Review of play.
By Geetika Pathania Jain
SAN FRANCISCO: Indian emigrants bring to their adopted homelands not only their cuisine, their music, dance, and art, but also their prejudices.
Such is the premise of the brilliantly written “Merchant on Venice,” a play in iambic pentameter by Shishir Kurup that riffs on Hindu-Muslim animosity in contemporary Los Angeles.
Performed by EnActe theater company in the Mountain View Center for the Performing Arts in California, last month, the play boasts a lively, irreverent global cast, at least one Bollywood-style dance routine, plentiful pop references, and a keen satire of how religious animosities manage to infiltrate secularist institutions.
EnActe’s producer, Vinita Sud Belani promises, and delivers “a modern reinterpretation of people and places that you and I know a lot about.”
Belani has brought impressive productions to the Bay Area, including Noor, Empress of the Mughals, as well as Jean-Claude Carriere’s Mahabharata. The co-directors are Sonalee Hardikar and Amsalan Doraisingam.
The play stays close to Shakespeare’s plotlines, featuring a vengeful Shylock-turned Sharuk character, intent on his pound of flesh. The buffoonish Tooranpoi, played by the talented Ranjita Chakravarty, provides comic relief at critical junctures. Suitors must choose from caskets containing high culture or mass culture offerings.

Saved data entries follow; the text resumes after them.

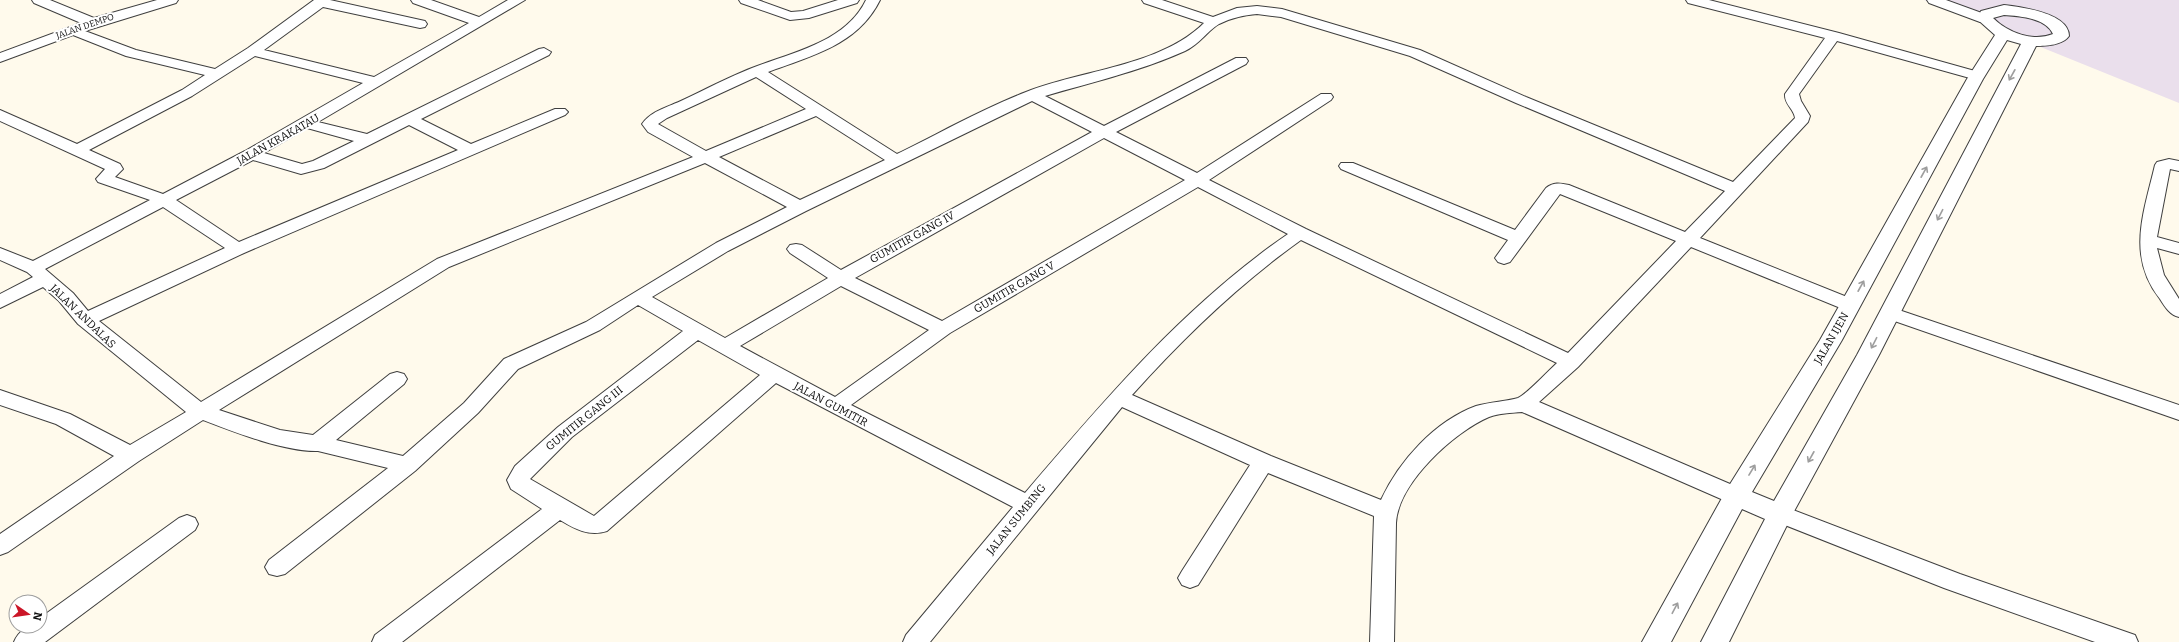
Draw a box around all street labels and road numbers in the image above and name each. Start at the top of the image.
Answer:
street label: JALAN DEMPO [54,11,116,41]
street label: JALAN KRAKATAU [234,111,322,168]
street label: GUMITIR GANG IV [868,209,957,266]
street label: GUMITIR GANG V [971,259,1057,316]
street label: JALAN ANDALAS [46,281,118,351]
street label: JALAN IJEN [1811,310,1852,367]
street label: JALAN GUMITIR [791,379,871,430]
street label: GUMITIR GANG III [543,383,626,453]
street label: JALAN SUMBING [983,481,1049,558]

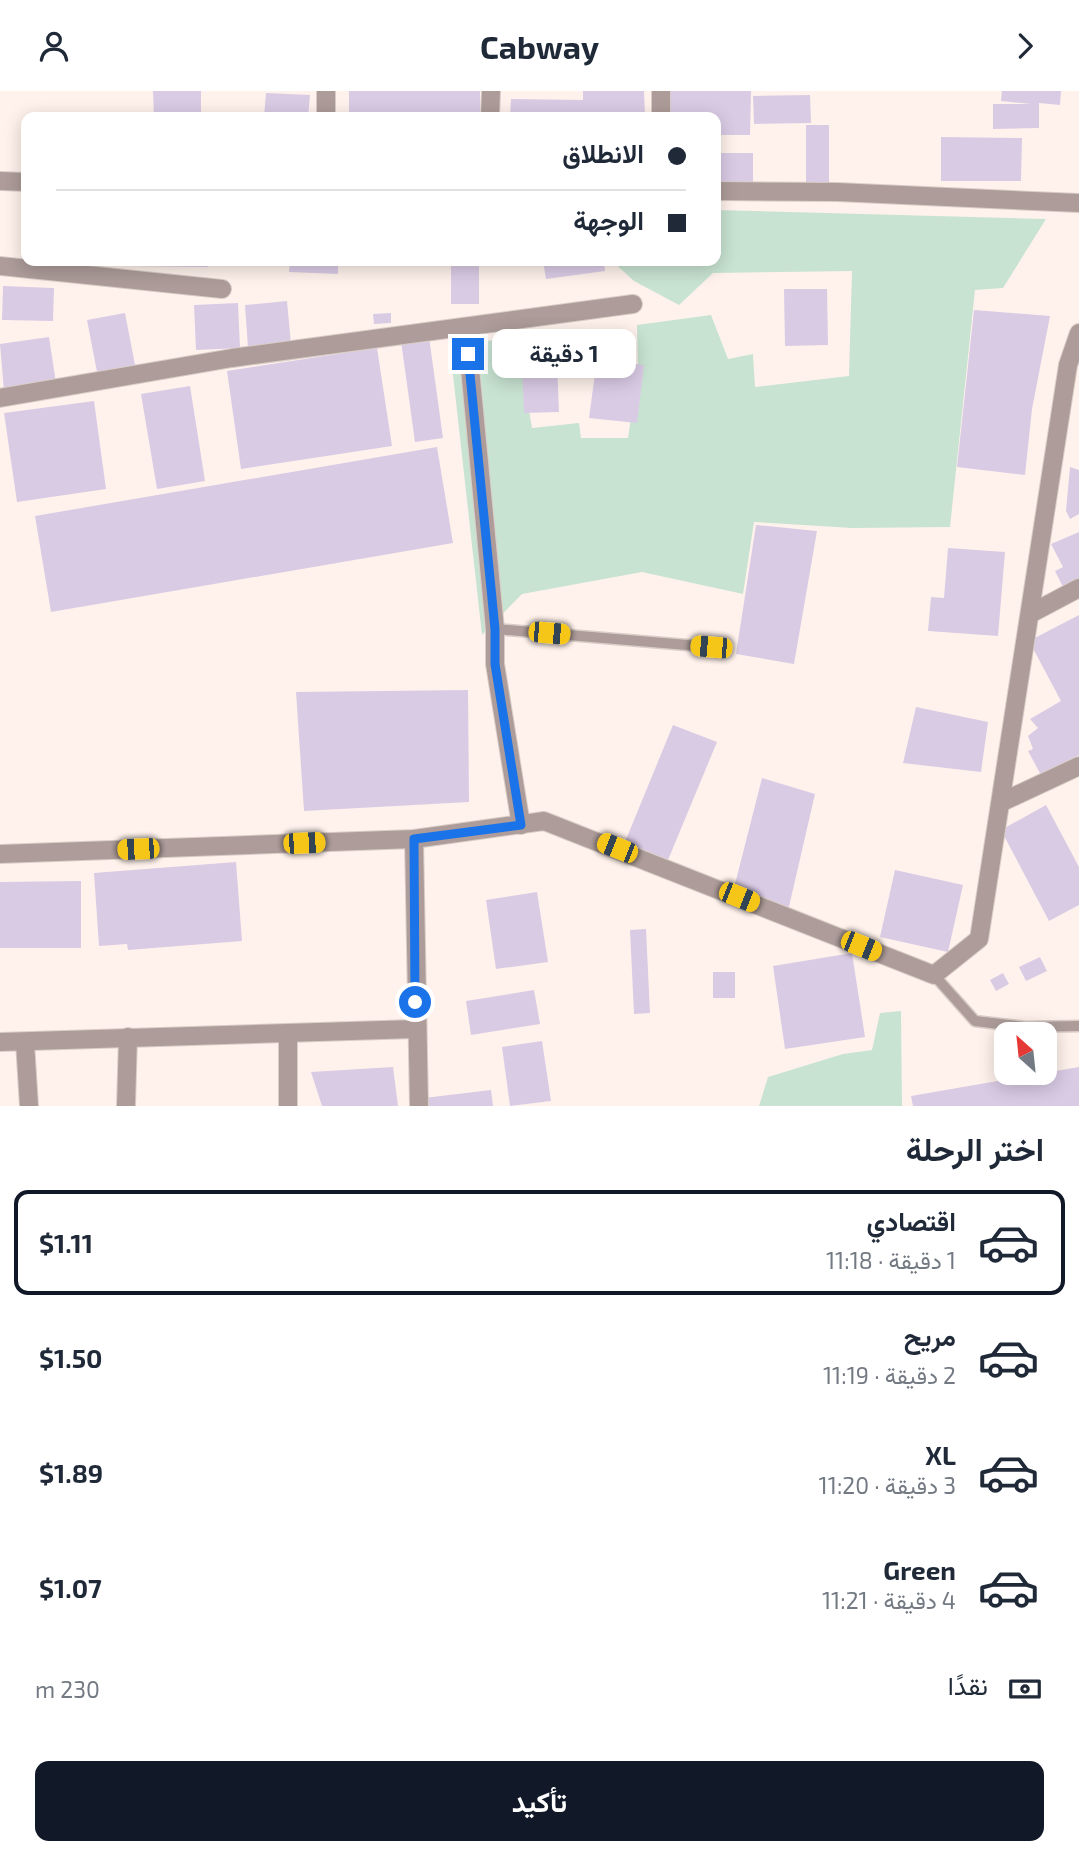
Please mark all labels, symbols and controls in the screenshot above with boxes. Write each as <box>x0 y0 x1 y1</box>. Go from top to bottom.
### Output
icon: person <box>35 27 73 65</box>
text: Cabway <box>480 27 599 65</box>
icon: forward <box>1006 27 1044 65</box>
text: الانطلاق <box>562 137 644 168</box>
text: الوجهة <box>573 204 644 235</box>
callout: 1 دقيقة <box>492 329 636 379</box>
route end <box>452 338 484 370</box>
text: 1 دقيقة <box>529 339 599 367</box>
car <box>528 621 571 645</box>
car <box>690 635 733 659</box>
car <box>594 830 641 866</box>
car <box>283 832 326 854</box>
car <box>117 838 160 860</box>
car <box>716 879 763 915</box>
car <box>838 928 885 964</box>
route start <box>399 986 431 1018</box>
north arrow <box>994 1022 1057 1085</box>
map controls <box>994 1022 1057 1085</box>
text: اختر الرحلة <box>906 1129 1044 1167</box>
text: اقتصادي <box>867 1205 956 1236</box>
icon: car <box>977 1211 1040 1274</box>
text: $1.11 <box>39 1227 93 1258</box>
text: 1 دقيقة · 11:18 <box>826 1246 956 1274</box>
text: مريح <box>904 1320 956 1351</box>
icon: car <box>977 1326 1040 1389</box>
text: $1.50 <box>39 1342 102 1373</box>
text: 2 دقيقة · 11:19 <box>823 1361 956 1389</box>
text: XL <box>925 1439 956 1470</box>
icon: car <box>977 1441 1040 1504</box>
text: $1.89 <box>39 1457 103 1488</box>
text: 3 دقيقة · 11:20 <box>819 1471 956 1499</box>
text: Green <box>883 1554 956 1585</box>
icon: car <box>977 1556 1040 1619</box>
text: $1.07 <box>39 1572 102 1603</box>
text: 4 دقيقة · 11:21 <box>822 1586 956 1614</box>
text: نقدًا <box>948 1669 988 1700</box>
icon: cash <box>1006 1670 1044 1708</box>
text: 230 m <box>35 1675 100 1703</box>
button: تأكيد <box>35 1761 1044 1841</box>

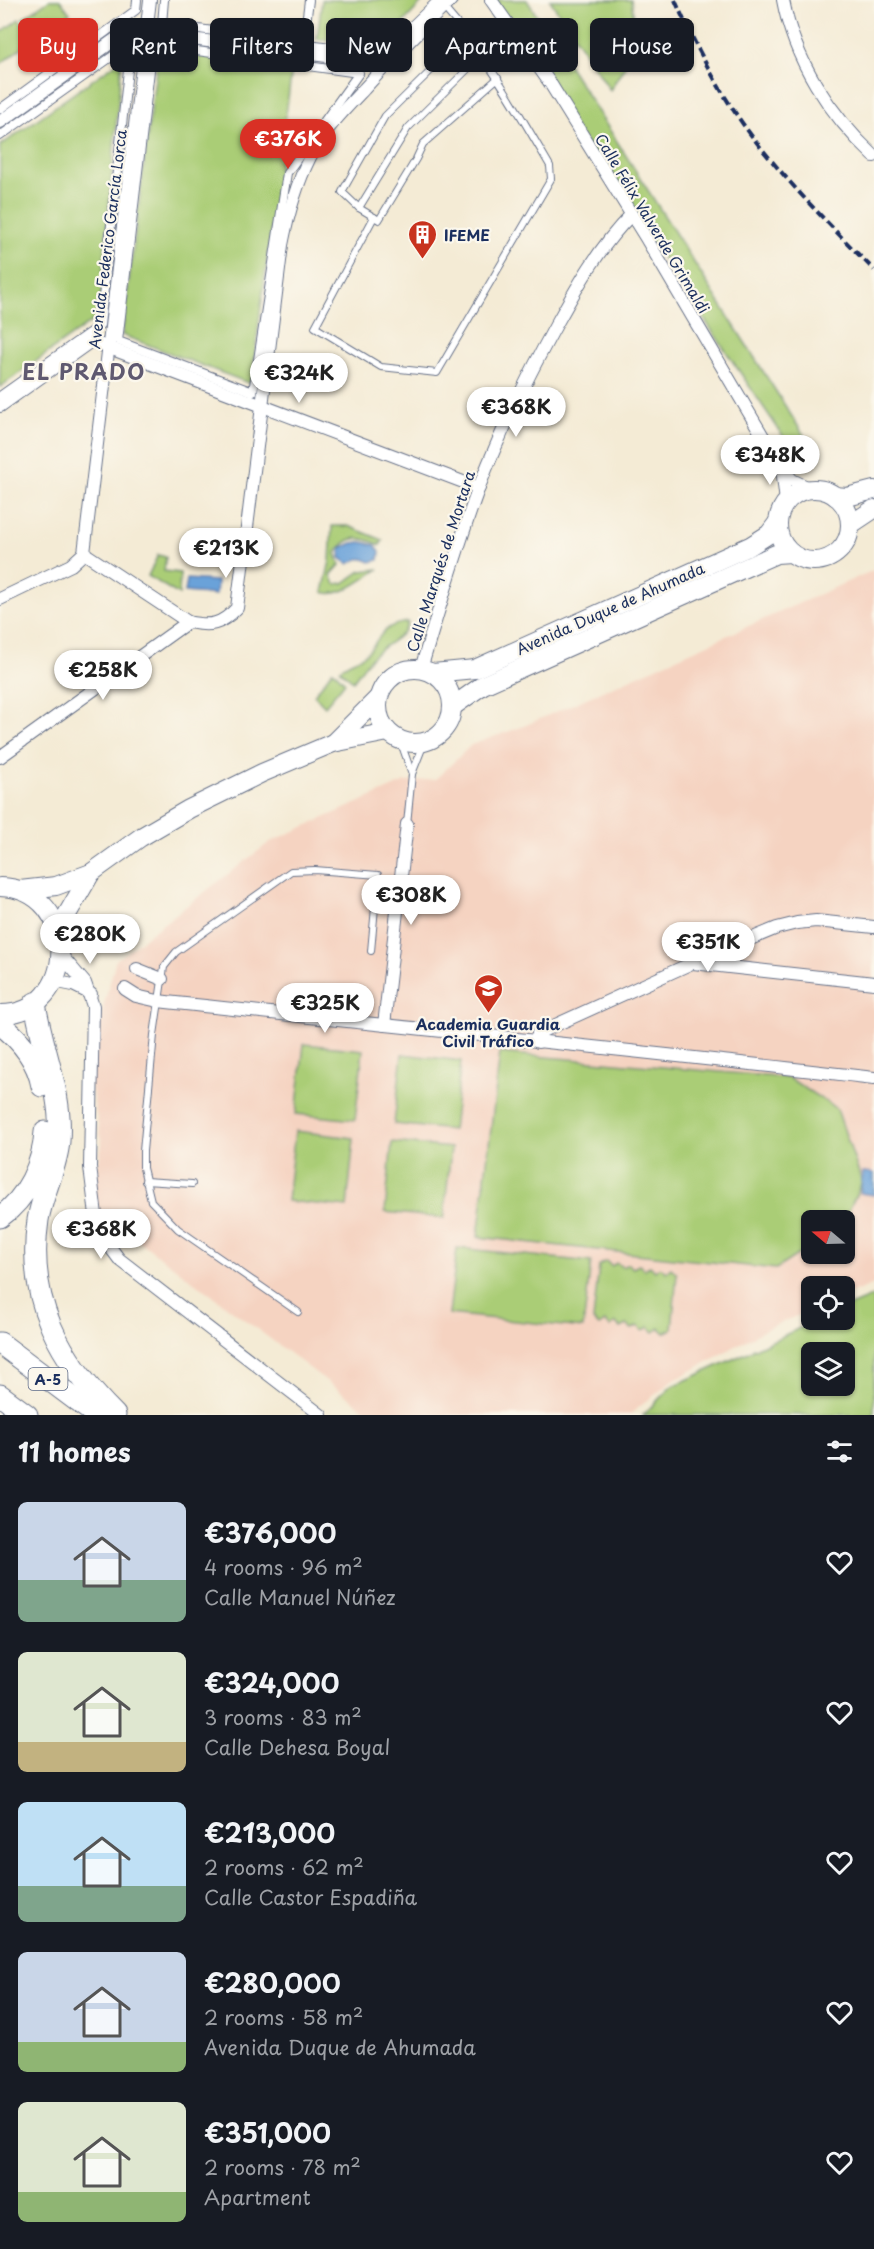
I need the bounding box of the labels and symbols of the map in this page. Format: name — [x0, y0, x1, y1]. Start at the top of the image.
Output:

Regarding the play, writer Shishir states that “at one level, it’s very respectful of Shakespeare, and at the same time, very very irreverent, because if we keep things at a pedestal, we will never go beyond the museum, and I think that’s dangerous.”
That Sharuk cannot use his knife in the final moment speaks of a humanity that seems lost in the real-life paroxysms of communal violence that continue as a scourge of officially secular, contemporary India.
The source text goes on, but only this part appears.